## Exercise directions
Write out all of the lines below, exactly and completely.

## Data supplied
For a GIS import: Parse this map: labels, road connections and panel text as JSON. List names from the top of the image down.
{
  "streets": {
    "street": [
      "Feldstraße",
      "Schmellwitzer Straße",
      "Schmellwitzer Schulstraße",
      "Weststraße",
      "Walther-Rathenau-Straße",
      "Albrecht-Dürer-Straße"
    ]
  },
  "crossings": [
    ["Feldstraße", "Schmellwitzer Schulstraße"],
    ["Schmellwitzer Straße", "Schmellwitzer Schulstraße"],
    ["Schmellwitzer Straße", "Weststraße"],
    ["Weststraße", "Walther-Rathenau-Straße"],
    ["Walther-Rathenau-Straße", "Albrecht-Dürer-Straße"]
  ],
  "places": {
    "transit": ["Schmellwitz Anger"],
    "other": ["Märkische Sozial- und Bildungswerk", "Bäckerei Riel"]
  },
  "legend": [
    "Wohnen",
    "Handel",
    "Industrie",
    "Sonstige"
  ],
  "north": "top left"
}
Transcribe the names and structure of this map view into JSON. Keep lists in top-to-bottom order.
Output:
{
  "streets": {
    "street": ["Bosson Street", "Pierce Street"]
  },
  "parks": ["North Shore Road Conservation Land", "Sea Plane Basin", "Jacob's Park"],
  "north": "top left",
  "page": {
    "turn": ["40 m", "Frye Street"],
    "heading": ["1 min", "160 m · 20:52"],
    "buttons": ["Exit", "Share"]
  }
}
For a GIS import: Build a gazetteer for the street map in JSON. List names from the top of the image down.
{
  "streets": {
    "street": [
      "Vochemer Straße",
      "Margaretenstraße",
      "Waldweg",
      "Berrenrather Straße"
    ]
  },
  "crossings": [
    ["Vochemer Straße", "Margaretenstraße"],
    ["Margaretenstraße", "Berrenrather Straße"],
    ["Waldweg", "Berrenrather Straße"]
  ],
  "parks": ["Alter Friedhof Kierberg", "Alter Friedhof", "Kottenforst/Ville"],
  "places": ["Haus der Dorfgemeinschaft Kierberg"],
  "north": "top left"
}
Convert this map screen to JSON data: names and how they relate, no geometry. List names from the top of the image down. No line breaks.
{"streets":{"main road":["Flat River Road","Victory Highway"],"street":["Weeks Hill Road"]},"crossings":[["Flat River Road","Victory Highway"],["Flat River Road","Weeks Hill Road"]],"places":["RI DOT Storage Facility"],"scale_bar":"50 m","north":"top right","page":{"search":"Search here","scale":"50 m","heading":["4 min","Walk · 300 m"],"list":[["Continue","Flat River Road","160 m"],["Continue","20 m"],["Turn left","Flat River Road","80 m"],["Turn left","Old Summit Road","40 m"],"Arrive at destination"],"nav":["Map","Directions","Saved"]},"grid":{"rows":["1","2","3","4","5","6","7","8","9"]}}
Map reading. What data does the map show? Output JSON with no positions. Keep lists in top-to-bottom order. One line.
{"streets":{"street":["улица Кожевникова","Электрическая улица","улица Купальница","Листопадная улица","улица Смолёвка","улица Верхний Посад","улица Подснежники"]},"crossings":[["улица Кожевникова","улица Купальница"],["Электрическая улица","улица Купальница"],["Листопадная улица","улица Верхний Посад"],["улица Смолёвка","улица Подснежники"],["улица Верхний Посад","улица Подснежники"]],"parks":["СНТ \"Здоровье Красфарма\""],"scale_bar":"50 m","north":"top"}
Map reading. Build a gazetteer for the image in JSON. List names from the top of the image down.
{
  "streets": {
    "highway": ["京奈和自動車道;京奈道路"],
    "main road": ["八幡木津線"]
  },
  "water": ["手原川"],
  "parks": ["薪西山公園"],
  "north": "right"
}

## Task solution
For a GIS import: Parse this map: labels, road connections and panel text as JSON. List names from the top of the image down.
{
  "streets": {
    "street": [
      "Feldstraße",
      "Schmellwitzer Straße",
      "Schmellwitzer Schulstraße",
      "Weststraße",
      "Walther-Rathenau-Straße",
      "Albrecht-Dürer-Straße"
    ]
  },
  "crossings": [
    ["Feldstraße", "Schmellwitzer Schulstraße"],
    ["Schmellwitzer Straße", "Schmellwitzer Schulstraße"],
    ["Schmellwitzer Straße", "Weststraße"],
    ["Weststraße", "Walther-Rathenau-Straße"],
    ["Walther-Rathenau-Straße", "Albrecht-Dürer-Straße"]
  ],
  "places": {
    "transit": ["Schmellwitz Anger"],
    "other": ["Märkische Sozial- und Bildungswerk", "Bäckerei Riel"]
  },
  "legend": [
    "Wohnen",
    "Handel",
    "Industrie",
    "Sonstige"
  ],
  "north": "top left"
}
Transcribe the names and structure of this map view into JSON. Keep lists in top-to-bottom order.
Output:
{
  "streets": {
    "street": ["Bosson Street", "Pierce Street"]
  },
  "parks": ["North Shore Road Conservation Land", "Sea Plane Basin", "Jacob's Park"],
  "north": "top left",
  "page": {
    "turn": ["40 m", "Frye Street"],
    "heading": ["1 min", "160 m · 20:52"],
    "buttons": ["Exit", "Share"]
  }
}
For a GIS import: Build a gazetteer for the street map in JSON. List names from the top of the image down.
{
  "streets": {
    "street": [
      "Vochemer Straße",
      "Margaretenstraße",
      "Waldweg",
      "Berrenrather Straße"
    ]
  },
  "crossings": [
    ["Vochemer Straße", "Margaretenstraße"],
    ["Margaretenstraße", "Berrenrather Straße"],
    ["Waldweg", "Berrenrather Straße"]
  ],
  "parks": ["Alter Friedhof Kierberg", "Alter Friedhof", "Kottenforst/Ville"],
  "places": ["Haus der Dorfgemeinschaft Kierberg"],
  "north": "top left"
}
Convert this map screen to JSON data: names and how they relate, no geometry. List names from the top of the image down. No line breaks.
{"streets":{"main road":["Flat River Road","Victory Highway"],"street":["Weeks Hill Road"]},"crossings":[["Flat River Road","Victory Highway"],["Flat River Road","Weeks Hill Road"]],"places":["RI DOT Storage Facility"],"scale_bar":"50 m","north":"top right","page":{"search":"Search here","scale":"50 m","heading":["4 min","Walk · 300 m"],"list":[["Continue","Flat River Road","160 m"],["Continue","20 m"],["Turn left","Flat River Road","80 m"],["Turn left","Old Summit Road","40 m"],"Arrive at destination"],"nav":["Map","Directions","Saved"]},"grid":{"rows":["1","2","3","4","5","6","7","8","9"]}}
Map reading. What data does the map show? Output JSON with no positions. Keep lists in top-to-bottom order. One line.
{"streets":{"street":["улица Кожевникова","Электрическая улица","улица Купальница","Листопадная улица","улица Смолёвка","улица Верхний Посад","улица Подснежники"]},"crossings":[["улица Кожевникова","улица Купальница"],["Электрическая улица","улица Купальница"],["Листопадная улица","улица Верхний Посад"],["улица Смолёвка","улица Подснежники"],["улица Верхний Посад","улица Подснежники"]],"parks":["СНТ \"Здоровье Красфарма\""],"scale_bar":"50 m","north":"top"}
Map reading. Build a gazetteer for the image in JSON. List names from the top of the image down.
{
  "streets": {
    "highway": ["京奈和自動車道;京奈道路"],
    "main road": ["八幡木津線"]
  },
  "water": ["手原川"],
  "parks": ["薪西山公園"],
  "north": "right"
}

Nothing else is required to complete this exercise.